* _Activity_
Every entry below, from first to last, should be copied exactly.

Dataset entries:
--- START ---

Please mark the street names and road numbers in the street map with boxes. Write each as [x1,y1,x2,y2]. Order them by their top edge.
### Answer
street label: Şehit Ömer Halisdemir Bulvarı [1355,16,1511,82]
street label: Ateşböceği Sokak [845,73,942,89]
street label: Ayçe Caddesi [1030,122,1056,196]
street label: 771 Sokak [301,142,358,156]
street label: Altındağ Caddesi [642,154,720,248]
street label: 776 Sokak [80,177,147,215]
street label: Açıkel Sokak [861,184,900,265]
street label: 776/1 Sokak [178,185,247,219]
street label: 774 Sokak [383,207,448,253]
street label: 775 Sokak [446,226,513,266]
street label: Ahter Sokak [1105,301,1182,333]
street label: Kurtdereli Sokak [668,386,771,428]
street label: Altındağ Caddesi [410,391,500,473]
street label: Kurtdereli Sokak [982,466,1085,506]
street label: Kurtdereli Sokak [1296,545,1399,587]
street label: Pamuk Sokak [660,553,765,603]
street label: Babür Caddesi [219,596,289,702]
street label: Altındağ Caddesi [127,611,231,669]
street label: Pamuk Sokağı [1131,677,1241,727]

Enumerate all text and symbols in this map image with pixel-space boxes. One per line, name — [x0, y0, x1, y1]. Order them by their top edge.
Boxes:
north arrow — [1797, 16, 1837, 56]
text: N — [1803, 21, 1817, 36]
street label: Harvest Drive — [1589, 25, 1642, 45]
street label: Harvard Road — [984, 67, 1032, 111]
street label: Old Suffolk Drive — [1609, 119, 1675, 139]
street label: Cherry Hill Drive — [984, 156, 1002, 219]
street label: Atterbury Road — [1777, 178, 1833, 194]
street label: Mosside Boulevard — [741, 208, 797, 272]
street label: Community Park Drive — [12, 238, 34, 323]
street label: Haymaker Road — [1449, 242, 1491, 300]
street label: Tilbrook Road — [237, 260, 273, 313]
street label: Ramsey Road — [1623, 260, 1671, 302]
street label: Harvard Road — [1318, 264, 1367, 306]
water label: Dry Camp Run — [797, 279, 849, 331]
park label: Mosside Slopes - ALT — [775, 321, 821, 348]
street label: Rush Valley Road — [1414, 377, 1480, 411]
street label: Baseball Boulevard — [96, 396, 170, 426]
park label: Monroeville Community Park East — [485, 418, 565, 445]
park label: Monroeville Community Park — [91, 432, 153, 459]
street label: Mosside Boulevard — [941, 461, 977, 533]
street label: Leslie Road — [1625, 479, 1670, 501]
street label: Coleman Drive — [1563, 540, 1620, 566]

--- END ---

* _Solution for this problem_
Please mark the street names and road numbers in the street map with boxes. Write each as [x1,y1,x2,y2]. Order them by their top edge.
### Answer
street label: Şehit Ömer Halisdemir Bulvarı [1355,16,1511,82]
street label: Ateşböceği Sokak [845,73,942,89]
street label: Ayçe Caddesi [1030,122,1056,196]
street label: 771 Sokak [301,142,358,156]
street label: Altındağ Caddesi [642,154,720,248]
street label: 776 Sokak [80,177,147,215]
street label: Açıkel Sokak [861,184,900,265]
street label: 776/1 Sokak [178,185,247,219]
street label: 774 Sokak [383,207,448,253]
street label: 775 Sokak [446,226,513,266]
street label: Ahter Sokak [1105,301,1182,333]
street label: Kurtdereli Sokak [668,386,771,428]
street label: Altındağ Caddesi [410,391,500,473]
street label: Kurtdereli Sokak [982,466,1085,506]
street label: Kurtdereli Sokak [1296,545,1399,587]
street label: Pamuk Sokak [660,553,765,603]
street label: Babür Caddesi [219,596,289,702]
street label: Altındağ Caddesi [127,611,231,669]
street label: Pamuk Sokağı [1131,677,1241,727]

Enumerate all text and symbols in this map image with pixel-space boxes. One per line, name — [x0, y0, x1, y1]. Order them by their top edge.
Boxes:
north arrow — [1797, 16, 1837, 56]
text: N — [1803, 21, 1817, 36]
street label: Harvest Drive — [1589, 25, 1642, 45]
street label: Harvard Road — [984, 67, 1032, 111]
street label: Old Suffolk Drive — [1609, 119, 1675, 139]
street label: Cherry Hill Drive — [984, 156, 1002, 219]
street label: Atterbury Road — [1777, 178, 1833, 194]
street label: Mosside Boulevard — [741, 208, 797, 272]
street label: Community Park Drive — [12, 238, 34, 323]
street label: Haymaker Road — [1449, 242, 1491, 300]
street label: Tilbrook Road — [237, 260, 273, 313]
street label: Ramsey Road — [1623, 260, 1671, 302]
street label: Harvard Road — [1318, 264, 1367, 306]
water label: Dry Camp Run — [797, 279, 849, 331]
park label: Mosside Slopes - ALT — [775, 321, 821, 348]
street label: Rush Valley Road — [1414, 377, 1480, 411]
street label: Baseball Boulevard — [96, 396, 170, 426]
park label: Monroeville Community Park East — [485, 418, 565, 445]
park label: Monroeville Community Park — [91, 432, 153, 459]
street label: Mosside Boulevard — [941, 461, 977, 533]
street label: Leslie Road — [1625, 479, 1670, 501]
street label: Coleman Drive — [1563, 540, 1620, 566]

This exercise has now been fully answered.